> Stored data:
┏━━

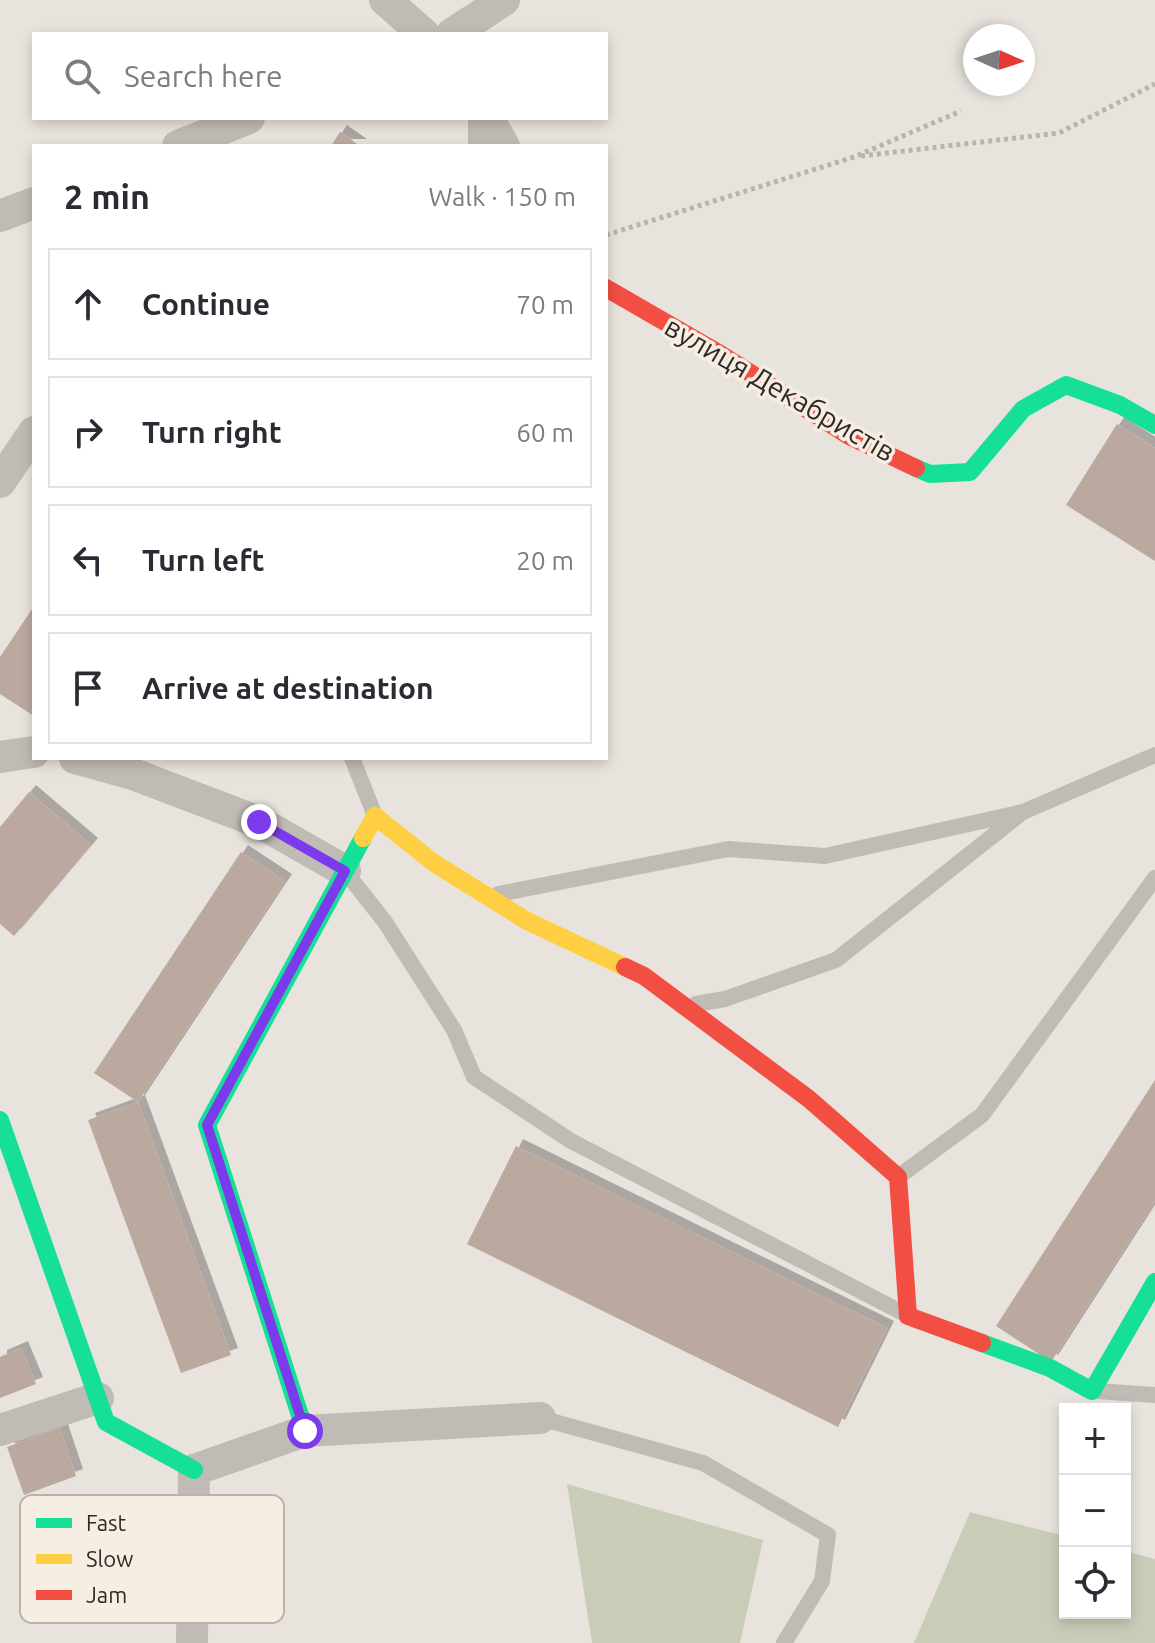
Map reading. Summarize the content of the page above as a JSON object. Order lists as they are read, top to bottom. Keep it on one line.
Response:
{"streets":{"street":["вулиця Декабристів"]},"legend":["Fast","Slow","Jam"],"north":"right","page":{"search":"Search here","heading":["2 min","Walk · 150 m"],"list":[["Continue","70 m"],["Turn right","60 m"],["Turn left","20 m"],"Arrive at destination"],"map_buttons":["+","−"]}}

┗━━

> Task details:
Transcribe the data exactly and leave no picture in the copy.

> Answer box:
Map reading. Summarize the content of the page above as a JSON object. Order lists as they are read, top to bottom. Keep it on one line.
Response:
{"streets":{"street":["вулиця Декабристів"]},"legend":["Fast","Slow","Jam"],"north":"right","page":{"search":"Search here","heading":["2 min","Walk · 150 m"],"list":[["Continue","70 m"],["Turn right","60 m"],["Turn left","20 m"],"Arrive at destination"],"map_buttons":["+","−"]}}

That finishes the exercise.